Genetic deletion or pharmacological inhibition of sEH attenuated thrombin- and hemin-induced microglial activation and proinflammatory responses in cultured microglia. a Effects of sEH deletion on thrombin- or hemin-induced release of NO at 24 h from the supernatant of primary microglial cultures and b BV2 microglial cultures. c Effects of AUDA and pan-EET receptor antagonist 14,15-EEZE (1 μM) on thrombin- or hemin-induced release of NO at 24 h from the supernatants of primary microglial cultures. Effects of AUDA on d thrombin- or e hemin-induced release of IL-1β, IL-6, and MIP-2 at 24 h from the supernatant of primary mouse microglial cultures. Representative immunoblots and quantitative data of f iNOS and g COX-2 protein levels following co-treatment of 10 μM AUDA with thrombin or hemin at 6 and 24 h in BV2 microglia. Values are mean ± S.E.M.; # P < 0.05, ## P < 0.01, and ###, ††† P < 0.001 vs. control group; *P < 0.05, **P < 0.01, and ***P < 0.001 vs. thrombin- or hemin-stimulation group; ††† P < 0.001 vs. thrombin- or hemin-stimulation + AUDA group (n = 4 experiments/group for NO levels, n = 3 experiments/group for ELISA, and n = 4–5 mice/group for Western blot, one-way ANOVA, or repeated measures two-way ANOVA)

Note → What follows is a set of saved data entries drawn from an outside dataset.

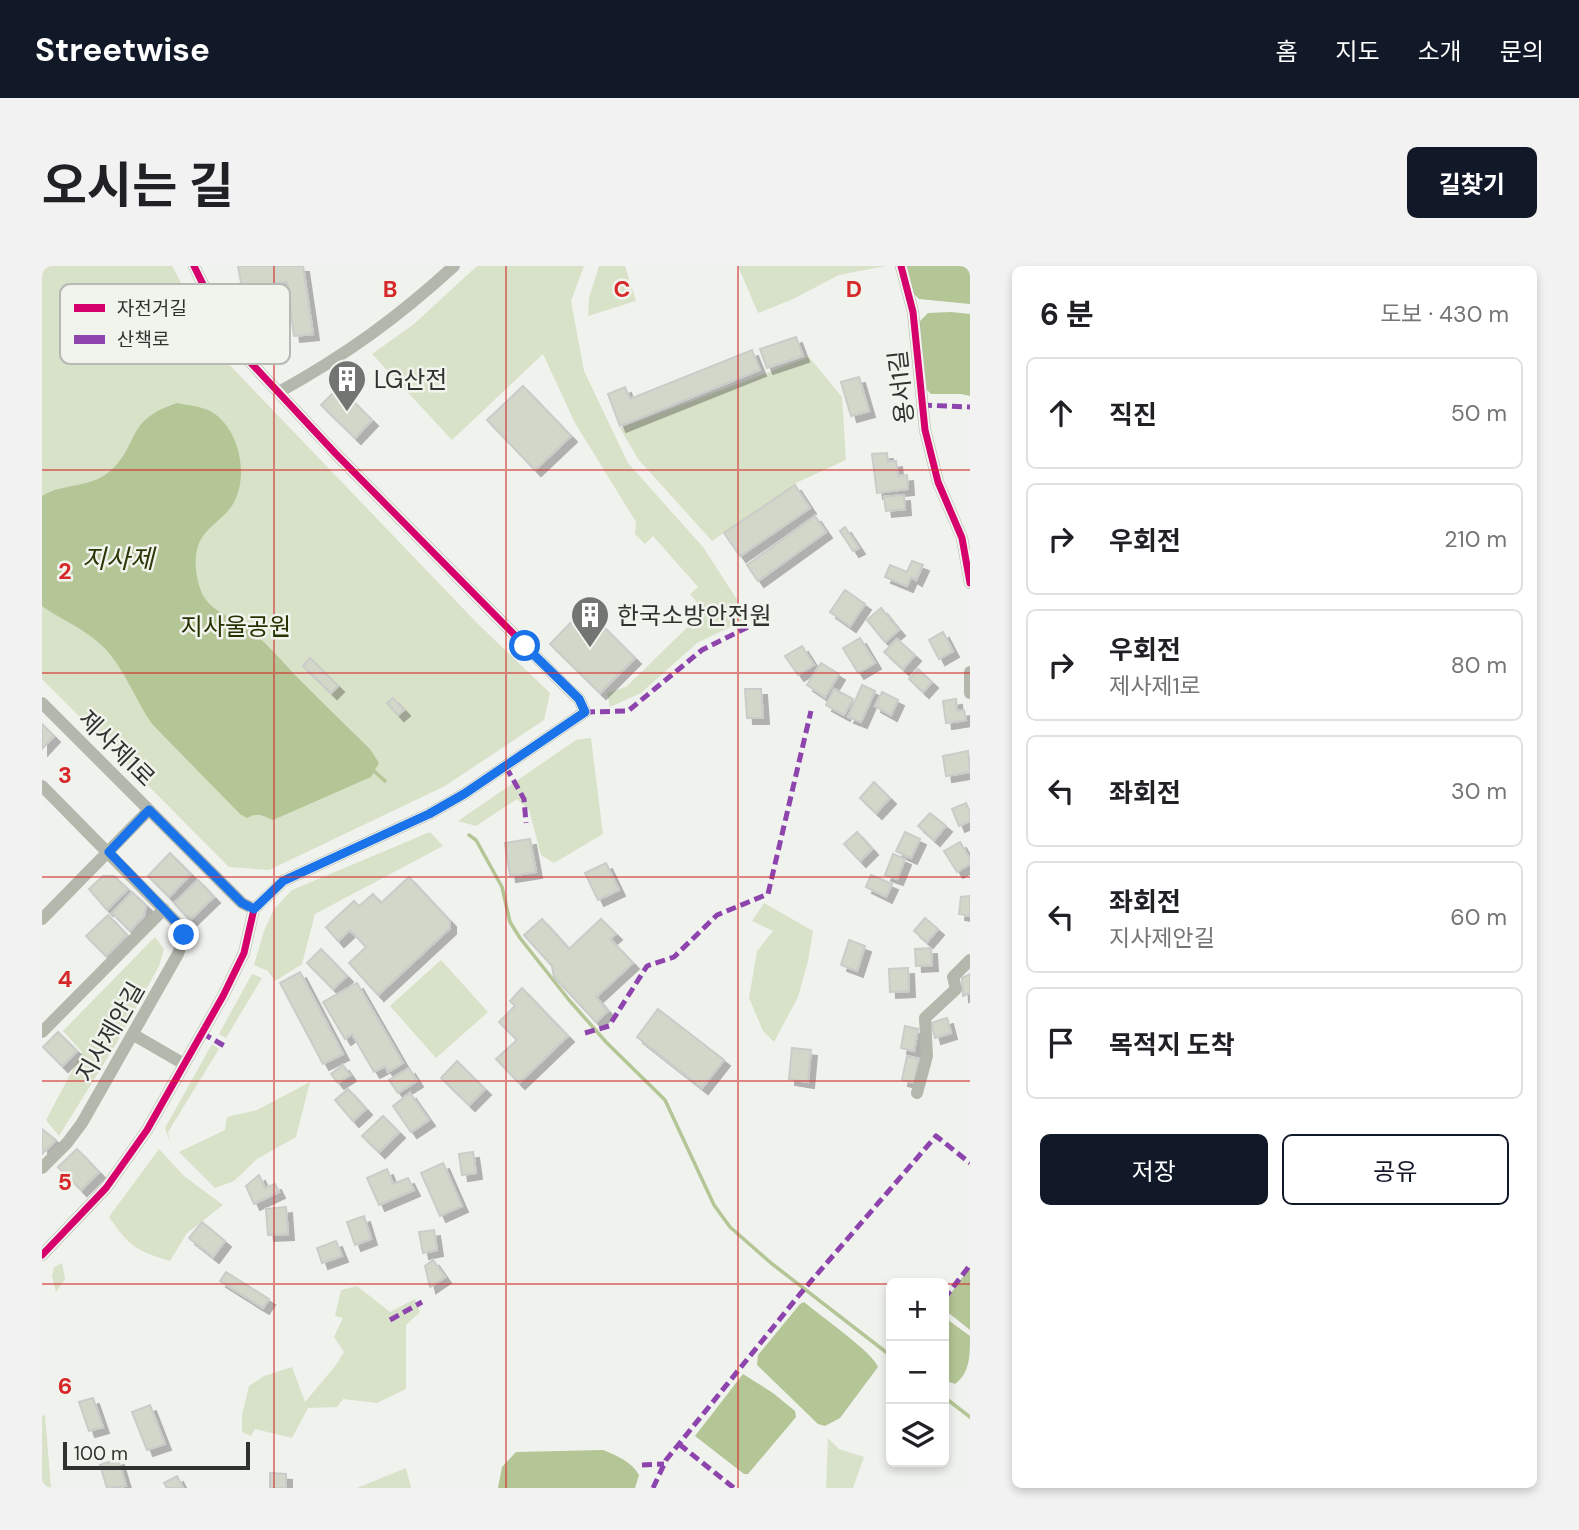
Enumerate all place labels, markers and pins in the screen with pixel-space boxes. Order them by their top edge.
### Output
building icon: LG산전 [326,358,368,413]
place label: LG산전 [374,364,447,395]
building icon: 한국소방안전원 [569,594,611,649]
place label: 한국소방안전원 [617,600,772,631]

We next investigated the effects of AUDA on the activation of the NF-κB, which is an inducible transcription factor that plays a crucial role in inflammatory and immune responses and can be activated by mitogen-activated protein kinases (MAPKs), a family of serine/threonine protein kinases that mediates microglial activation [38]. Co-treatment with 10 μM AUDA significantly attenuated the increased levels of pP65 Ser536, an indicator of NF-κB activation, induced by thrombin (52% of vehicle level, P = 0.011) and hemin (65% of vehicle level, P = 0.016; both in Fig. 7a). We further studied the possible effects of AUDA on the phosphorylation of P38, JNK, and ERK, the major MAPK pathway subfamilies. Co-treatment with 10 μM AUDA significantly reduced phosphorylation of P38 induced by thrombin (49% of vehicle level, P = 0.007) and hemin (57% of vehicle level, P = 0.041) without affecting the level of total P38 (Fig. 7b). However, JNK and ERK phosphorylation was not affected by AUDA treatment (all P > 0.05; Fig. 7c, d). Together, these results suggest that AUDA inhibits thrombin- and hemin-induced microglial activation and limits the production of inflammatory mediators by suppressing the P38 MAPK and NF-κB pathways.
Fig. 7
Fig. 7

Pharmacological inhibition of sEH reduced P38 MAPK and P65 NF-κB activation in cultured microglia and attenuated microglia-mediated neurotoxicity in vitro. Representative immunoblots and quantitative data of a P65, b P38, c JNK, and d ERK phosphorylation following co-treatment of 10 μM AUDA with thrombin or hemin in BV2 microglia. e Experimental scheme of neuronal cell death in N2A cells in response to thrombin- or hemin-treated BV2-conditioned media with or without 10 μM AUDA pretreatment. BV2 microglia were incubated with thrombin or hemin in the absence or presence of 10 μM AUDA for 24 h. N2A cells were treated for 48 h with cell-free supernatant fractions derived from BV2 microglia and cell viability was evaluated. f Neuronal cell viability as assessed by the MTT assay after exposure to thrombin- or hemin-treated conditioned microglial media. Values are mean ± S.E.M.; # P < 0.05, ## P < 0.01, and ### P < 0.001 vs. control group; *P < 0.05, **P < 0.01, and ***P < 0.001 vs. thrombin- or hemin-stimulation group (n = 4–5 experiments/group for Western blot, n = 4 experiments/group for cell viability, one-way ANOVA)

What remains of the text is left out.